[Stored data entries]
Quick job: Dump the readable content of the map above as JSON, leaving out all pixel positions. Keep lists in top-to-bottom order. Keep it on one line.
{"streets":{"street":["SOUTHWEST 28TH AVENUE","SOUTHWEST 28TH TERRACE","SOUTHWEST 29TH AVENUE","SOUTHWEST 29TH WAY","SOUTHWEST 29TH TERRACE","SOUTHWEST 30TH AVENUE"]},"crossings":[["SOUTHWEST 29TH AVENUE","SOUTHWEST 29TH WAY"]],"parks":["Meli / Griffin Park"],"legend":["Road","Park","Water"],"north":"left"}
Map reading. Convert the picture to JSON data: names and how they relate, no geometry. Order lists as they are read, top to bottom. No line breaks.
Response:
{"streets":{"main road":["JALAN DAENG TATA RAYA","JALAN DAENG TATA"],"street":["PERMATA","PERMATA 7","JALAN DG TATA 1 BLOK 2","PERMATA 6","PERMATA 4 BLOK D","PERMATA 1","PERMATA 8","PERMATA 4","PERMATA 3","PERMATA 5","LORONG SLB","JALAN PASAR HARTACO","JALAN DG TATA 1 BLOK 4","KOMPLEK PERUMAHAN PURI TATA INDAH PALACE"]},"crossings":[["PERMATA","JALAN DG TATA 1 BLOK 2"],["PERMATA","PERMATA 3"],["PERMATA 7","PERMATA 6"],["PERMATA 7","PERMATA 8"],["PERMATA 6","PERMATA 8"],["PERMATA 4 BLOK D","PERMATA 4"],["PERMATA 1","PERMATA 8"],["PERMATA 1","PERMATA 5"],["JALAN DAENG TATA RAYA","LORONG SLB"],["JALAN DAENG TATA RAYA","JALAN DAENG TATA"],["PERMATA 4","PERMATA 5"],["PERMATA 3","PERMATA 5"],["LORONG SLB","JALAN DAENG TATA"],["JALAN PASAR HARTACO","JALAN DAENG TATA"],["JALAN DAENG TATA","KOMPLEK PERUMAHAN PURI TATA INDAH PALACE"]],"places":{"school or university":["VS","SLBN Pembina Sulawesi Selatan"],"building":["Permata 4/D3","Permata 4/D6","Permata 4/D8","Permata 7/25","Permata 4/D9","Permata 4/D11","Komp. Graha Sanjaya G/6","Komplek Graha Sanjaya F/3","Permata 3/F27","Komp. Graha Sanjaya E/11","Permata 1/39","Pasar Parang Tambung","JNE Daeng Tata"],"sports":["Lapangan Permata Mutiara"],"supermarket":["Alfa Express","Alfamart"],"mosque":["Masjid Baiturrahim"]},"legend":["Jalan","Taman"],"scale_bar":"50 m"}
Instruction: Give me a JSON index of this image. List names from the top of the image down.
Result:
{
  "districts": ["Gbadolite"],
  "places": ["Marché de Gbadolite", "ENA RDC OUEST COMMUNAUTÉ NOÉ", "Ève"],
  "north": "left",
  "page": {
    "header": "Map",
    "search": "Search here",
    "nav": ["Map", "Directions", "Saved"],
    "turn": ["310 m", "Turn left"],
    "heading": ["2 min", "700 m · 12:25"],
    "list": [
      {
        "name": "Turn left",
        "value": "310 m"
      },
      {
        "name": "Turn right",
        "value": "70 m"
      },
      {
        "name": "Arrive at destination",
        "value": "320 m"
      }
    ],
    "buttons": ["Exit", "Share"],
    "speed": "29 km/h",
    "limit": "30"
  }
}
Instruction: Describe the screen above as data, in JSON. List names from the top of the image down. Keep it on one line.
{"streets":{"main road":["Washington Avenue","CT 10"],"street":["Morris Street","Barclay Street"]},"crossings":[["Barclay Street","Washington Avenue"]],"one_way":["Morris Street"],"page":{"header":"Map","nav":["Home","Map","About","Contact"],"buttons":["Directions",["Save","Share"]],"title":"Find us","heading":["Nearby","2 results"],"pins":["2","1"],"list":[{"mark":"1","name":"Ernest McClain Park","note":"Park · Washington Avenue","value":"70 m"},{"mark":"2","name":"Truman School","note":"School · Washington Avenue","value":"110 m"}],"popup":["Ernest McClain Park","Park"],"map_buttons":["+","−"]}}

§ **Description of the task**
Starting at the first line and ending at the last, retype the entries above.

§ **Answer to this exercise**
Quick job: Dump the readable content of the map above as JSON, leaving out all pixel positions. Keep lists in top-to-bottom order. Keep it on one line.
{"streets":{"street":["SOUTHWEST 28TH AVENUE","SOUTHWEST 28TH TERRACE","SOUTHWEST 29TH AVENUE","SOUTHWEST 29TH WAY","SOUTHWEST 29TH TERRACE","SOUTHWEST 30TH AVENUE"]},"crossings":[["SOUTHWEST 29TH AVENUE","SOUTHWEST 29TH WAY"]],"parks":["Meli / Griffin Park"],"legend":["Road","Park","Water"],"north":"left"}
Map reading. Convert the picture to JSON data: names and how they relate, no geometry. Order lists as they are read, top to bottom. No line breaks.
Response:
{"streets":{"main road":["JALAN DAENG TATA RAYA","JALAN DAENG TATA"],"street":["PERMATA","PERMATA 7","JALAN DG TATA 1 BLOK 2","PERMATA 6","PERMATA 4 BLOK D","PERMATA 1","PERMATA 8","PERMATA 4","PERMATA 3","PERMATA 5","LORONG SLB","JALAN PASAR HARTACO","JALAN DG TATA 1 BLOK 4","KOMPLEK PERUMAHAN PURI TATA INDAH PALACE"]},"crossings":[["PERMATA","JALAN DG TATA 1 BLOK 2"],["PERMATA","PERMATA 3"],["PERMATA 7","PERMATA 6"],["PERMATA 7","PERMATA 8"],["PERMATA 6","PERMATA 8"],["PERMATA 4 BLOK D","PERMATA 4"],["PERMATA 1","PERMATA 8"],["PERMATA 1","PERMATA 5"],["JALAN DAENG TATA RAYA","LORONG SLB"],["JALAN DAENG TATA RAYA","JALAN DAENG TATA"],["PERMATA 4","PERMATA 5"],["PERMATA 3","PERMATA 5"],["LORONG SLB","JALAN DAENG TATA"],["JALAN PASAR HARTACO","JALAN DAENG TATA"],["JALAN DAENG TATA","KOMPLEK PERUMAHAN PURI TATA INDAH PALACE"]],"places":{"school or university":["VS","SLBN Pembina Sulawesi Selatan"],"building":["Permata 4/D3","Permata 4/D6","Permata 4/D8","Permata 7/25","Permata 4/D9","Permata 4/D11","Komp. Graha Sanjaya G/6","Komplek Graha Sanjaya F/3","Permata 3/F27","Komp. Graha Sanjaya E/11","Permata 1/39","Pasar Parang Tambung","JNE Daeng Tata"],"sports":["Lapangan Permata Mutiara"],"supermarket":["Alfa Express","Alfamart"],"mosque":["Masjid Baiturrahim"]},"legend":["Jalan","Taman"],"scale_bar":"50 m"}
Instruction: Give me a JSON index of this image. List names from the top of the image down.
Result:
{
  "districts": ["Gbadolite"],
  "places": ["Marché de Gbadolite", "ENA RDC OUEST COMMUNAUTÉ NOÉ", "Ève"],
  "north": "left",
  "page": {
    "header": "Map",
    "search": "Search here",
    "nav": ["Map", "Directions", "Saved"],
    "turn": ["310 m", "Turn left"],
    "heading": ["2 min", "700 m · 12:25"],
    "list": [
      {
        "name": "Turn left",
        "value": "310 m"
      },
      {
        "name": "Turn right",
        "value": "70 m"
      },
      {
        "name": "Arrive at destination",
        "value": "320 m"
      }
    ],
    "buttons": ["Exit", "Share"],
    "speed": "29 km/h",
    "limit": "30"
  }
}
Instruction: Describe the screen above as data, in JSON. List names from the top of the image down. Keep it on one line.
{"streets":{"main road":["Washington Avenue","CT 10"],"street":["Morris Street","Barclay Street"]},"crossings":[["Barclay Street","Washington Avenue"]],"one_way":["Morris Street"],"page":{"header":"Map","nav":["Home","Map","About","Contact"],"buttons":["Directions",["Save","Share"]],"title":"Find us","heading":["Nearby","2 results"],"pins":["2","1"],"list":[{"mark":"1","name":"Ernest McClain Park","note":"Park · Washington Avenue","value":"70 m"},{"mark":"2","name":"Truman School","note":"School · Washington Avenue","value":"110 m"}],"popup":["Ernest McClain Park","Park"],"map_buttons":["+","−"]}}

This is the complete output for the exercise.